Ascension Day is this Thursday, when Christ ascends into heaven to the right hand of the Father. Christ then today in the Gospel is preparing his disciples for that farewell. Doesn’t it seem that every love story has that edge of tragedy to it? He dies. He resurrects. And just when the disciples think things might be ok…he starts bidding his farewells. Farewells are never easy. When I visit my mother in Michigan, sometimes she still gets emotional when dropping me off at the airport for me to fly back here to California. And just think of everything Jesus’ companions have been through—this journey with a man who called them from their work, “Come, follow me” to whom they gave their lives, and hearts, leaving family and sometimes fortune. Does he really have to leave? Like, really?! Perhaps it would help to reframe how we think of farewells. Often we think of what is being left behind—you are leaving me, you are leaving this place, you are leaving this school. But what if instead we focused on what we are leaving towards? Every farewell there is something we are leaving and something we are leaving to go to.

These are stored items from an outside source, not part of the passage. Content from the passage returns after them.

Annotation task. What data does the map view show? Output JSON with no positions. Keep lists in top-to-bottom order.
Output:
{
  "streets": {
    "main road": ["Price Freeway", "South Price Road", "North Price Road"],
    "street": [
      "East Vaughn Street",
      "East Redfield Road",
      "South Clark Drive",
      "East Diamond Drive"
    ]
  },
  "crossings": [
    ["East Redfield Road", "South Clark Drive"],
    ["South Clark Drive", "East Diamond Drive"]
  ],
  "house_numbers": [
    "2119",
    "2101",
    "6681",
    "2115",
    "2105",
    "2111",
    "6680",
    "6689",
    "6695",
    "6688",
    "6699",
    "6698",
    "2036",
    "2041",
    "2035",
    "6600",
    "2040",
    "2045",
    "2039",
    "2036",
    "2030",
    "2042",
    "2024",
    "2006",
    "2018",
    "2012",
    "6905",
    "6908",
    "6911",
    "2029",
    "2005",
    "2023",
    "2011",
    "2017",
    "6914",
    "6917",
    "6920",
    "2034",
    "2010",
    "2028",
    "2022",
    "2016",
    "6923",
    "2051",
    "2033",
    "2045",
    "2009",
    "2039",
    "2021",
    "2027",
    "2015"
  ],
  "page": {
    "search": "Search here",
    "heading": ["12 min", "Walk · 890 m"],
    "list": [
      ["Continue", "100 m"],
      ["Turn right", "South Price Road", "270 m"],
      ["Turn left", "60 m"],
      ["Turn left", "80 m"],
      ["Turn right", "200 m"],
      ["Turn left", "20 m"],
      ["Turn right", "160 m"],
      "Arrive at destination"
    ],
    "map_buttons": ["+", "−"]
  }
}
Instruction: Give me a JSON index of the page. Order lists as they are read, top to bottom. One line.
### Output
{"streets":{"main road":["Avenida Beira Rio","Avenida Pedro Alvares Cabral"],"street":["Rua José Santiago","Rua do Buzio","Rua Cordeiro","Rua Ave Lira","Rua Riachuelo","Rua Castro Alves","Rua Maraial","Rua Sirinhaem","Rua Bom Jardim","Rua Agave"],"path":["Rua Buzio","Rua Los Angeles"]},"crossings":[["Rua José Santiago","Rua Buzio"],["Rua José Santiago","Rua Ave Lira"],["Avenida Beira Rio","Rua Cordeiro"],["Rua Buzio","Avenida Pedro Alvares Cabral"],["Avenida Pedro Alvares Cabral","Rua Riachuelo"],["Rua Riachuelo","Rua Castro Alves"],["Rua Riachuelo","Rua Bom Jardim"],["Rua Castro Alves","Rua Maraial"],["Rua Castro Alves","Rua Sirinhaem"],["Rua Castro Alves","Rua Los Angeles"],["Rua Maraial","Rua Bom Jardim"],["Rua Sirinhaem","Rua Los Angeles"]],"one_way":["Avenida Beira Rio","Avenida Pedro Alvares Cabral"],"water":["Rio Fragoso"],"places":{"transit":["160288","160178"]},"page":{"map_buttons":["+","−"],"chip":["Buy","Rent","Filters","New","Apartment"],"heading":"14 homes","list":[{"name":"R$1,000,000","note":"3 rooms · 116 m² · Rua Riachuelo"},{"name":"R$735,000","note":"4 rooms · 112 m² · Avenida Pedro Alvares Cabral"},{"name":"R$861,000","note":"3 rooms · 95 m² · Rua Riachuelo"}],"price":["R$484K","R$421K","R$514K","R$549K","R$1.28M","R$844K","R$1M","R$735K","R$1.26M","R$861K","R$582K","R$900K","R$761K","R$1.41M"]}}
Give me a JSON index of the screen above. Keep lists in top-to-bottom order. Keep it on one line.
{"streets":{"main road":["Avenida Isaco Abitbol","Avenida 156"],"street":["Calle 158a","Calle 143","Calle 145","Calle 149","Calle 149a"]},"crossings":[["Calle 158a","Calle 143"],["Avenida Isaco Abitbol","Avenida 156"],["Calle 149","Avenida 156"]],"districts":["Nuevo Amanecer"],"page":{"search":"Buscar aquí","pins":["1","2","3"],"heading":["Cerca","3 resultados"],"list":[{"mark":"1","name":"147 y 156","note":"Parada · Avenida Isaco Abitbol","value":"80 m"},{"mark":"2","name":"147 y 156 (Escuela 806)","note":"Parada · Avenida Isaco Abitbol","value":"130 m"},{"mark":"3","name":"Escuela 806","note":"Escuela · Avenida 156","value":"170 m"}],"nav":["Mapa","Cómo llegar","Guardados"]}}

Christ was with us for a time and in that time revealed the depth of God’s love for us. A fathomless love that is all giving, that is honest, a love that confronts cruelty and injustice, a love that is radically embracing of all, especially the marginalized and outcasts, and a love that is ultimately redeeming and sanctifying as our lives are transformed by Christ’s indwelt presence. The intimacy of God’s love has been made manifest, and we are invited every day to journey deeper into relationship with God. Do we accept our place in this cosmic love affair with God—and passionately pursue God as he pursues us—or do we regulate him to mere systems and ideas, recitations and formalities? May we, in this Spirit of pursuing God like a lover, live into what Christ speaks of wherein today’s Gospel he says, “Those who love me will keep my word, and my Father will love them, and we will come to them and make our home with them.”